Preliminary tests showed that this was true. Stopwords had an accuracy of 85% on shorter texts, whereas check1000 words had an accuracy of 97%. On much higher texts, stopwords had an equal accuracy but is much faster.

A sentence is defined as "a single sentence from the corpus of Hansard.txt". The sentence lengths tested were 1, 2, 3, 4, 5 and 20.

After Brandon had found the best checkers for the certain sentence lengths, he calculated the mean average len() of each sentence. This is as follows:

1 : The mean is 87.62 2 : The mean is 110.47925 3 : The mean is 132.20016666666666 4 : The mean is 154.817125 5 : The mean is 178.7297 20: The mean is 714.9188

Next, the question of percentage thresholds.

Brandon realised that hard coding in thresholds (such as 55%) was a stupid idea. Surely there exists ideal thresholds that optimise the accuracy of the checker. And surely these thresholds change over the sentence length (stopwords would need a higher threshold for smaller texts but as the text size inceases it can use a lower threshold).

This means that the threshold & checker changes depending on the text size.

What languags are supported?

  • English
  • German

Copy of the GitHub Issue Comment

When Brandon checker was made, this information was put into a GitHub issue comment. This will be helpful for you to see how Brandon checker was made.

If I’m reading this correctly: > I would suggest a simple lower bound test: we pass if we get more than 25%,and fail if we get lower than 5% (or smth idk) for n consecutive windows. You’re suggesting that we run all tests and see if we get 25% Imo that would be much slower. What do you mean by n windows?

Okay, Chi squared is out then!

Perhaps we can return an object from the cracker which states what tests have been performed, to save time on redundant analysis. With such information, brandon could make an intelligent decision to just use a wordlist if enough analysis was performed, and the more detailed analysis if it wasn’t. This is entirely possible. I will add support to brandon checker to skip phase 1 if it receives an dictionary with key "phase1": True for True == skip phase 1.

If you have more tests, let me know and I can factor them in.

In your first reply: Point 3: > Be aware that the stuff passed to the checker will most likely be complete gibberish (with a similar freq dist) OR the correct result.
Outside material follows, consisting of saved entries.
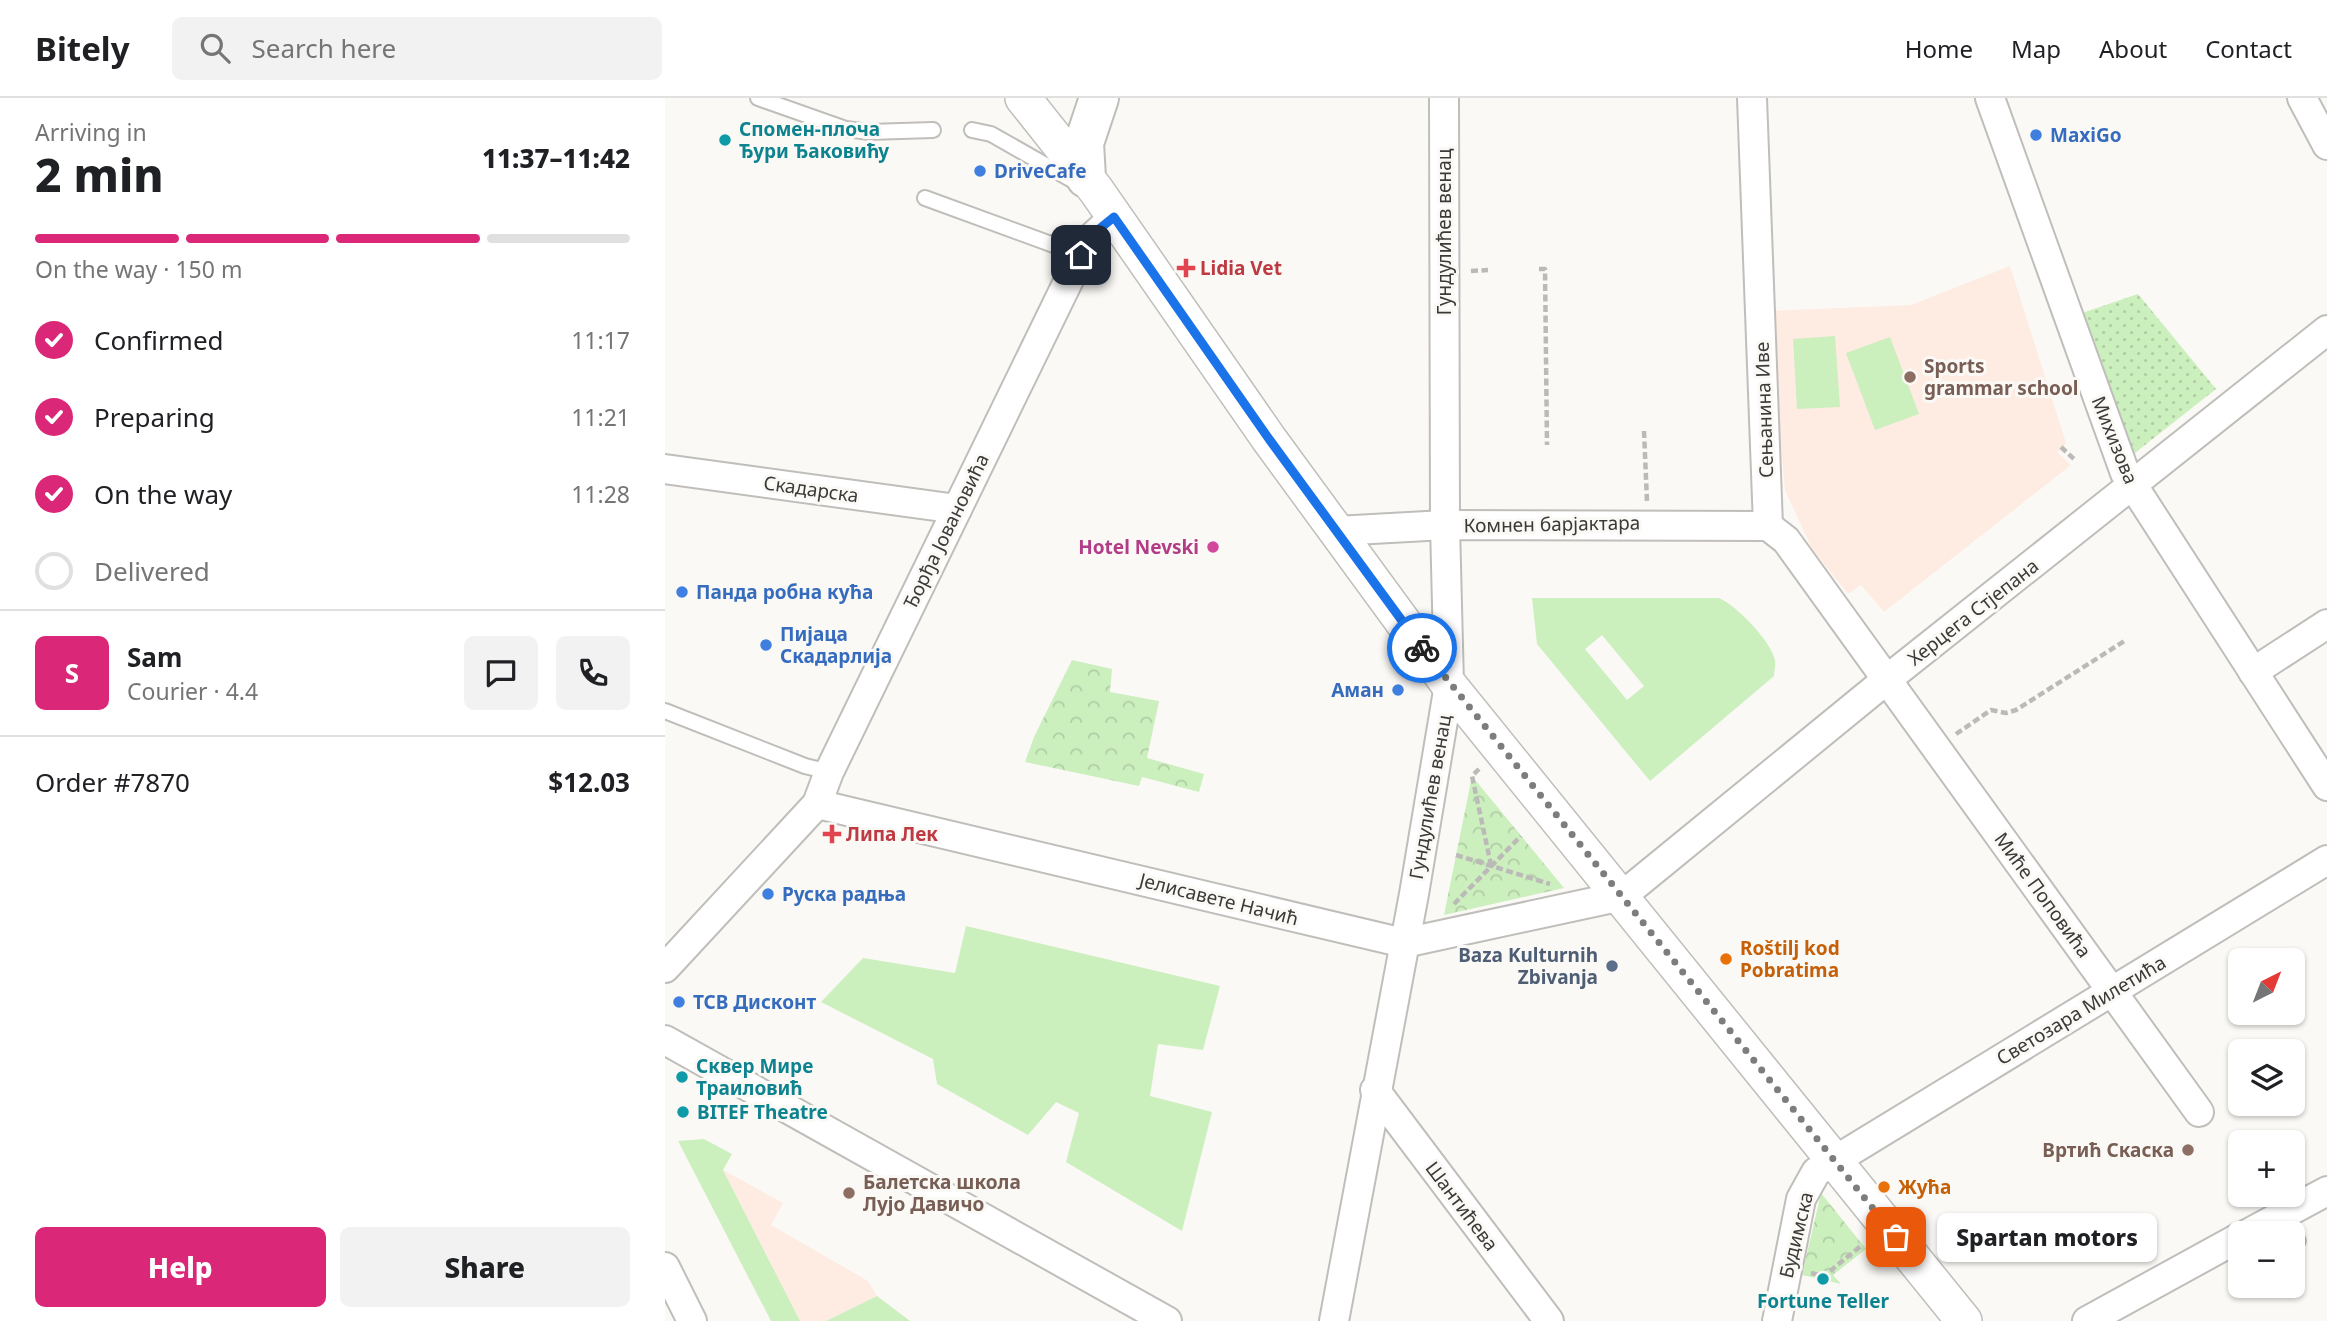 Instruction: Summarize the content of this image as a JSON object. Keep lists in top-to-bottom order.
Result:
{
  "streets": {
    "street": [
      "Гундулићев венац",
      "Сењанина Иве",
      "Михизова",
      "Скадарска",
      "Комнен барјактара",
      "Ђорђа Јовановића",
      "Херцега Стјепана",
      "Миће Поповића",
      "Јелисавете Начић",
      "Светозара Милетића",
      "Шантићева",
      "Будимска"
    ]
  },
  "crossings": [
    ["Гундулићев венац", "Комнен барјактара"],
    ["Гундулићев венац", "Јелисавете Начић"],
    ["Гундулићев венац", "Шантићева"],
    ["Сењанина Иве", "Комнен барјактара"],
    ["Михизова", "Херцега Стјепана"],
    ["Скадарска", "Ђорђа Јовановића"],
    ["Ђорђа Јовановића", "Јелисавете Начић"],
    ["Херцега Стјепана", "Миће Поповића"],
    ["Херцега Стјепана", "Јелисавете Начић"],
    ["Миће Поповића", "Светозара Милетића"],
    ["Светозара Милетића", "Будимска"]
  ],
  "places": {
    "other": [
      "MaxiGo",
      "Спомен-плоча Ђури Ђаковићу",
      "DriveCafe",
      "Sports grammar school",
      "Hotel Nevski",
      "Панда робна кућа",
      "Пијаца Скадарлија",
      "Аман",
      "Руска радња",
      "Roštilj kod Pobratima",
      "Baza Kulturnih Zbivanja",
      "ТСВ Дисконт",
      "Сквер Мире Траиловић",
      "BITEF Theatre",
      "Вртић Скаска",
      "Жућа",
      "Балетска школа Лујо Давичо",
      "Spartan motors",
      "Fortune Teller"
    ],
    "health": ["Lidia Vet", "Липа Лек"]
  },
  "north": "top right",
  "page": {
    "header": "Bitely",
    "search": "Search here",
    "nav": [
      "Home",
      "Map",
      "About",
      "Contact"
    ],
    "heading": ["2 min", "Arriving in", "11:37–11:42"],
    "panel": [
      "Sam",
      "Courier · 4.4",
      "Order #7870",
      "$12.03"
    ],
    "bar": "On the way · 150 m",
    "list": [
      ["Confirmed", "11:17"],
      ["Preparing", "11:21"],
      ["On the way", "11:28"],
      "Delivered"
    ],
    "round": "S",
    "map_buttons": ["+", "−"],
    "buttons": ["Help", "Share"],
    "bubble": "Spartan motors"
  }
} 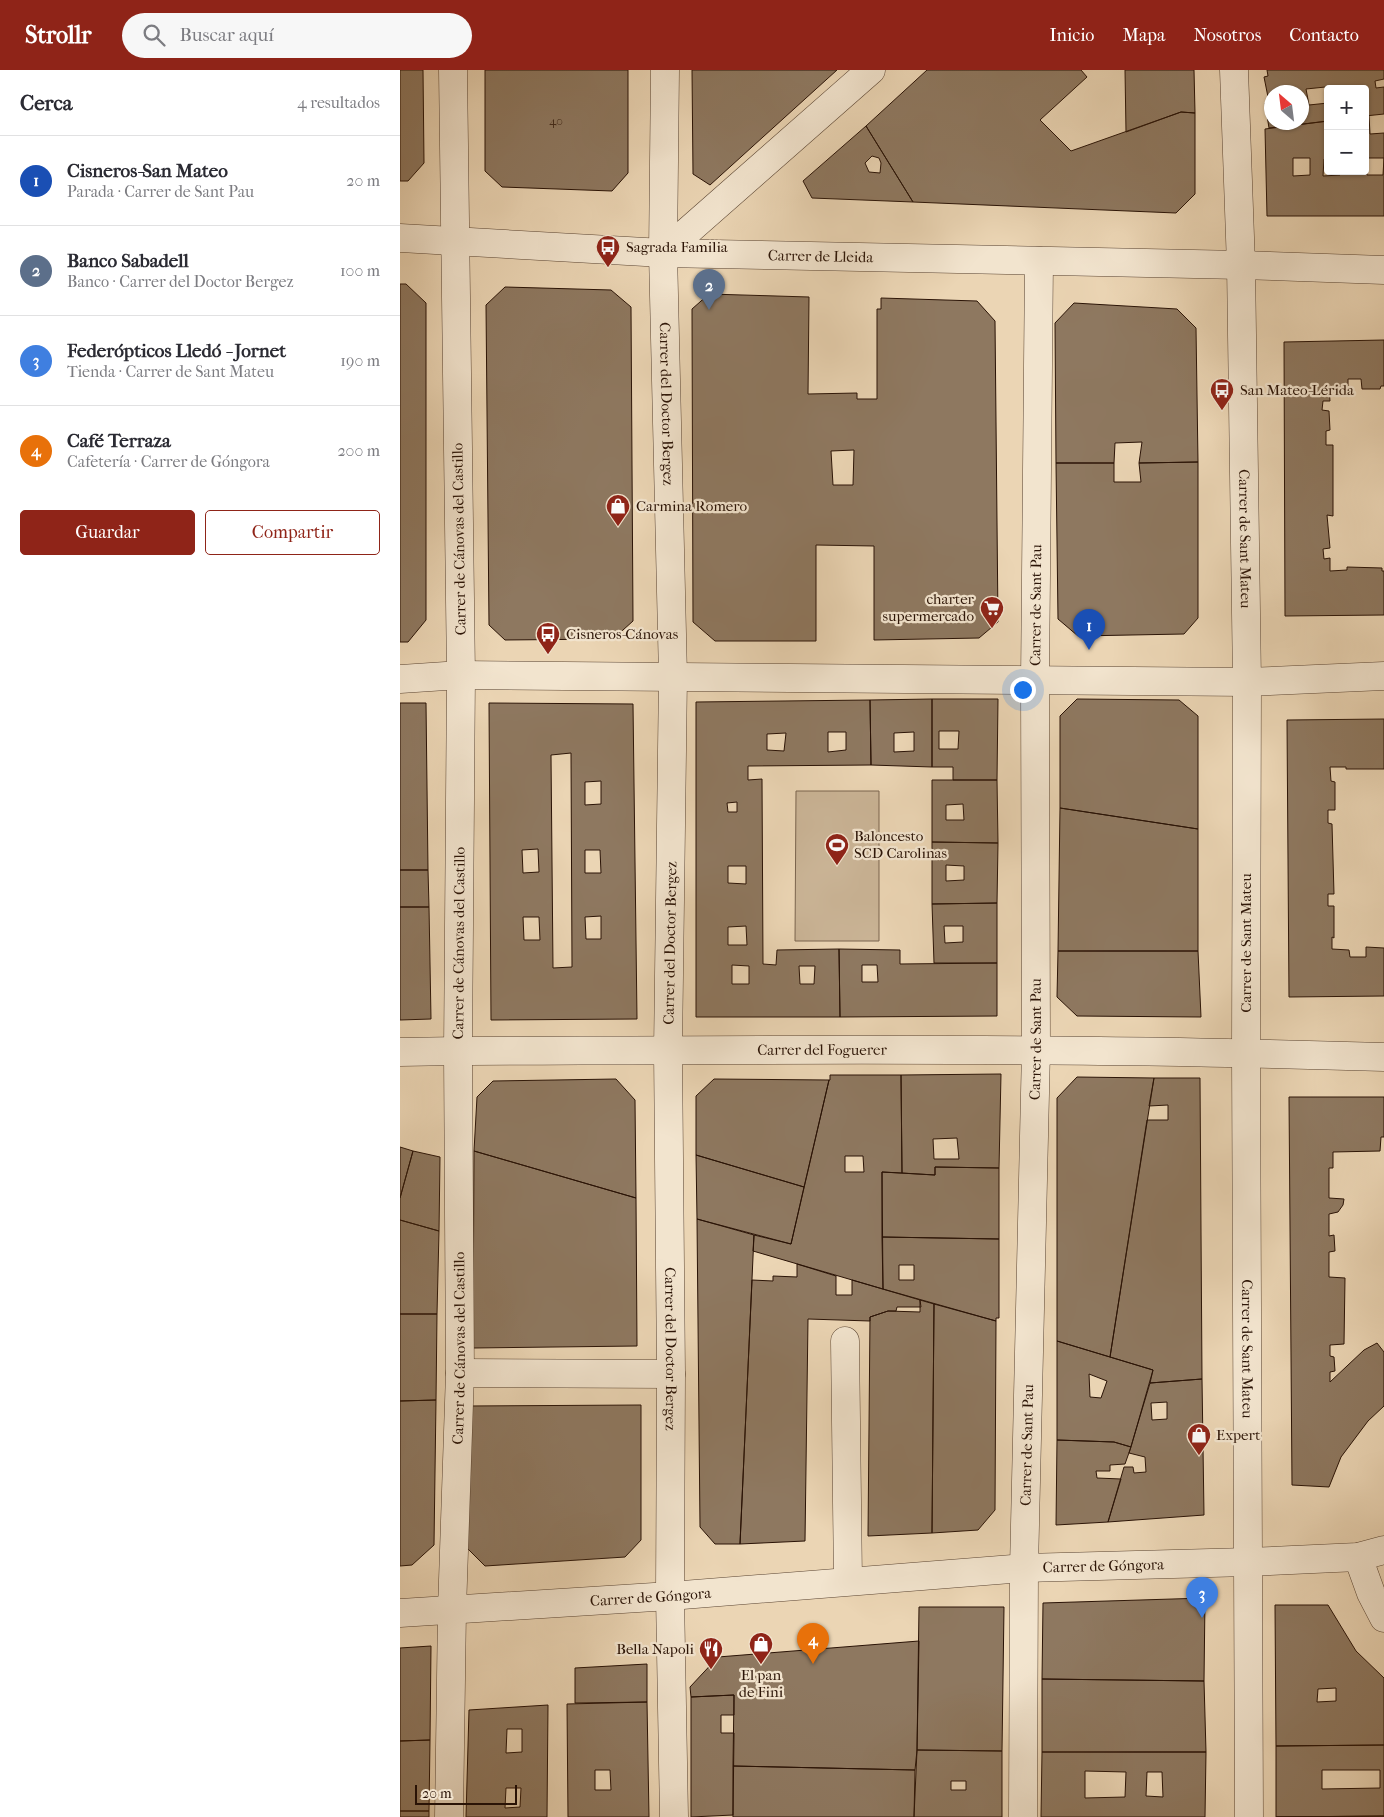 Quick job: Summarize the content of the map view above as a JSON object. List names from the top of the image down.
{
  "streets": {
    "street": [
      "Carrer de Lleida",
      "Carrer del Doctor Bergez",
      "Carrer de Sant Mateu",
      "Carrer de Cánovas del Castillo",
      "Carrer de Sant Pau",
      "Carrer del Foguerer",
      "Carrer de Góngora"
    ]
  },
  "crossings": [
    ["Carrer de Lleida", "Carrer del Doctor Bergez"],
    ["Carrer de Lleida", "Carrer de Sant Mateu"],
    ["Carrer de Lleida", "Carrer de Cánovas del Castillo"],
    ["Carrer de Lleida", "Carrer de Sant Pau"],
    ["Carrer del Doctor Bergez", "Carrer del Foguerer"],
    ["Carrer del Doctor Bergez", "Carrer de Góngora"],
    ["Carrer de Sant Mateu", "Carrer del Foguerer"],
    ["Carrer de Sant Mateu", "Carrer de Góngora"],
    ["Carrer de Cánovas del Castillo", "Carrer del Foguerer"],
    ["Carrer de Cánovas del Castillo", "Carrer de Góngora"],
    ["Carrer de Sant Pau", "Carrer del Foguerer"],
    ["Carrer de Sant Pau", "Carrer de Góngora"]
  ],
  "places": {
    "bus stop": ["Sagrada Familia", "San Mateo-Lérida", "Cisneros-Cánovas"],
    "shop": ["Carmina Romero", "Expert", "El pan de Fini"],
    "supermarket": ["charter supermercado"],
    "sports": ["Baloncesto SCD Carolinas"],
    "restaurant": ["Bella Napoli"]
  },
  "house_numbers": ["40"],
  "scale_bar": "20 m",
  "north": "top left",
  "page": {
    "header": "Strollr",
    "search": "Buscar aquí",
    "nav": [
      "Inicio",
      "Mapa",
      "Nosotros",
      "Contacto"
    ],
    "heading": ["Cerca", "4 resultados"],
    "map_buttons": ["+", "−"],
    "list": [
      {
        "mark": "1",
        "name": "Cisneros-San Mateo",
        "note": "Parada · Carrer de Sant Pau",
        "value": "20 m"
      },
      {
        "mark": "2",
        "name": "Banco Sabadell",
        "note": "Banco · Carrer del Doctor Bergez",
        "value": "100 m"
      },
      {
        "mark": "3",
        "name": "Federópticos Lledó - Jornet",
        "note": "Tienda · Carrer de Sant Mateu",
        "value": "190 m"
      },
      {
        "mark": "4",
        "name": "Café Terraza",
        "note": "Cafetería · Carrer de Góngora",
        "value": "200 m"
      }
    ],
    "pins": [
      "2",
      "1",
      "3",
      "4"
    ],
    "buttons": ["Guardar", "Compartir"],
    "scale": "20 m"
  }
}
A user will not care about an extra second spent on the final correct result, but really will care that every false candidate takes an extra second. The current suggestion seems to be pessimal for the gibberish inputs: maybe add some sanity checks (have I failed to match any word, have I failed to lemmatise any word, etc.)

I decided to test how well lem worked as phase 1. To do this, I created this program:


Tested over 20,000 times

Maximum sentence size is 15 sentences
1/2 chance of getting 'gibberish' (encrypted text)
1/2 chance of getting English text

Each test is timed using Time module.
The accuracy is calculated as to how many true positives we get over the entire run


import spacy
import random
import time
from statistics import mean
import ciphey
import enciphey
from alive_progress import alive_bar

nlp = spacy.load("en_core_web_sm")

f = open("hansard.txt", encoding="ISO-8859-1").read()
f = f.split(".")

enciph = enciphey.encipher()

def lem(text):
    sentences = nlp(text)
    return set([word.lemma_ for word in sentences])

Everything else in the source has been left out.